# Home insurance for condo?



## JoshBlue82 (Mar 25, 2018)

First post, long time lurker.

My wife and I both Expats purchased a condo unti in Makati and are currently renting it out. We only just got the keys for the unit 3 months ago and want to get home owners insurance to protect against,fire,flood,earthquake etc. We have no idea how this type or process works in Philippines, how much it costs and what type of coverage we can expect. Can anybody with any insight lend a helping hand?

Thanks in advance, Josh


----------



## bigpearl (Jan 24, 2016)

JoshBlue82 said:


> First post, long time lurker.
> 
> My wife and I both Expats purchased a condo unti in Makati and are currently renting it out. We only just got the keys for the unit 3 months ago and want to get home owners insurance to protect against,fire,flood,earthquake etc. We have no idea how this type or process works in Philippines, how much it costs and what type of coverage we can expect. Can anybody with any insight lend a helping hand?
> 
> Thanks in advance, Josh


Welcome to the forum Josh, enjoy. You raise a good point with insurance, we also have tenants in our house and I never thought of insurance,,,,, even though we are insured to the hilt in Oz with all things, that one slipped my mind for here in PH. 
I too would be interested to hear what other members do and how they went about it.

Cheers, Steve.


----------



## Hey_Joe (Sep 13, 2016)

JoshBlue82 said:


> First post, long time lurker.
> 
> My wife and I both Expats purchased a condo unti in Makati and are currently renting it out. We only just got the keys for the unit 3 months ago and want to get home owners insurance to protect against,fire,flood,earthquake etc. We have no idea how this type or process works in Philippines, how much it costs and what type of coverage we can expect. Can anybody with any insight lend a helping hand?
> 
> Thanks in advance, Josh


May be difficult to get an answer. I provided inf on a Life Insurance question & moderator deleted it. Must have thought I was advertising the company.


----------



## bidrod (Mar 31, 2015)

Just Google it. The companies available will show so you can compare.

Chuck


----------



## Asian Spirit (Mar 1, 2010)

Hey_Joe said:


> May be difficult to get an answer. I provided inf on a Life Insurance question & moderator deleted it. Must have thought I was advertising the company.

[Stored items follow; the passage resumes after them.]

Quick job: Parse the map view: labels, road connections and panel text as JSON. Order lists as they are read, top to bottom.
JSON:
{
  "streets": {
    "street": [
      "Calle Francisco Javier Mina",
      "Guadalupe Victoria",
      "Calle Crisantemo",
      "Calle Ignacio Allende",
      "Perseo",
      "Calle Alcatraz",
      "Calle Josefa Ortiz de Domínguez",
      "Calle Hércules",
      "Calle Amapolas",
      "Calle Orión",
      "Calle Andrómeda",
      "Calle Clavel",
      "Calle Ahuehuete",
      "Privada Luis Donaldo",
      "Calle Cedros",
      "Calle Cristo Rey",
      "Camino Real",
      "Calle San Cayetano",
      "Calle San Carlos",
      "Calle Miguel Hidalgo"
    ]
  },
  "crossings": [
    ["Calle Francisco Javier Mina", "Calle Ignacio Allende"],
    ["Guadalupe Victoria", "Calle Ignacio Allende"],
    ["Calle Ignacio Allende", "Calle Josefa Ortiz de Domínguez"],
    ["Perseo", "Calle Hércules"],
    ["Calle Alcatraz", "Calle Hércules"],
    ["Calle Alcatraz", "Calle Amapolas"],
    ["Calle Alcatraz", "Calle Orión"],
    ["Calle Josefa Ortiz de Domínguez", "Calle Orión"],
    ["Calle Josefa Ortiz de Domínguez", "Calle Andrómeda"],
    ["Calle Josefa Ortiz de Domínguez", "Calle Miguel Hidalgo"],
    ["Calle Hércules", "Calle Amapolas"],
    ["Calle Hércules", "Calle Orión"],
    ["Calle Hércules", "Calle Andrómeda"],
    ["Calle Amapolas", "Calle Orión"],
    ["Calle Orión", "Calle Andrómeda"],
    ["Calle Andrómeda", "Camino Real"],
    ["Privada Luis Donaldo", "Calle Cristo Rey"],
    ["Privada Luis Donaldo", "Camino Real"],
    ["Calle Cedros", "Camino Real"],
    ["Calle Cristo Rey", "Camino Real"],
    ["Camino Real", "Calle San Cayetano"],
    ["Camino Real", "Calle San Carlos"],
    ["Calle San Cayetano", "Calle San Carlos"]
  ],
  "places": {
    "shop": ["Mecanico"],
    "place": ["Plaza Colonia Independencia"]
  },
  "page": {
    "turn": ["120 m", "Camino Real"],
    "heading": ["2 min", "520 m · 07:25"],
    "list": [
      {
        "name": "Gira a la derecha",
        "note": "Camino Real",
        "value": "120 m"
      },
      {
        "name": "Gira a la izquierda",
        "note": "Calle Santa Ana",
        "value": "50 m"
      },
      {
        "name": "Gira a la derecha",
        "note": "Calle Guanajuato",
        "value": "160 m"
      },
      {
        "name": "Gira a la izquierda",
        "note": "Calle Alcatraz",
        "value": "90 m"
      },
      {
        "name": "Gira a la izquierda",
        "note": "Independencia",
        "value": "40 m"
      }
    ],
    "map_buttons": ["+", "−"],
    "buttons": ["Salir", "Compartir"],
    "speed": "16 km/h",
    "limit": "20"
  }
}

If the information has been requested by a member such as in this thread, it is perfectly okay to give the name of companies you have used. What would not be permitted in this thread would be for an insurance company to jump in and list their services. That would be an advertisement.

Sorry Hey_Joe, I don't remember your post..


Asian Spirit


----------



## hogrider (May 25, 2010)

No idea of insuring a condo, but I just arranged insurance for our house. It includes protection against, earthquakes, flooding, acts of God etc. Insured value is P6m on the house and P1m on the contents. The premium is P6,700 pa.


----------



## Hey_Joe (Sep 13, 2016)

Asian Spirit said:


> If the information has been requested by a member such as in this thread, it is perfectly okay to give the name of companies you have used. What would not be permitted in this thread would be for an insurance company to jump in and list their services. That would be an advertisement.
> 
> Sorry Hey_Joe, I don't remember your post..
> 
> ...



Here is the post from July 2017. I finally found an Insurance company through the Philippine Retirement Authority, answered my own post about 2 months ago by explaining that I found a company and you deleted the post saying it was advertisement.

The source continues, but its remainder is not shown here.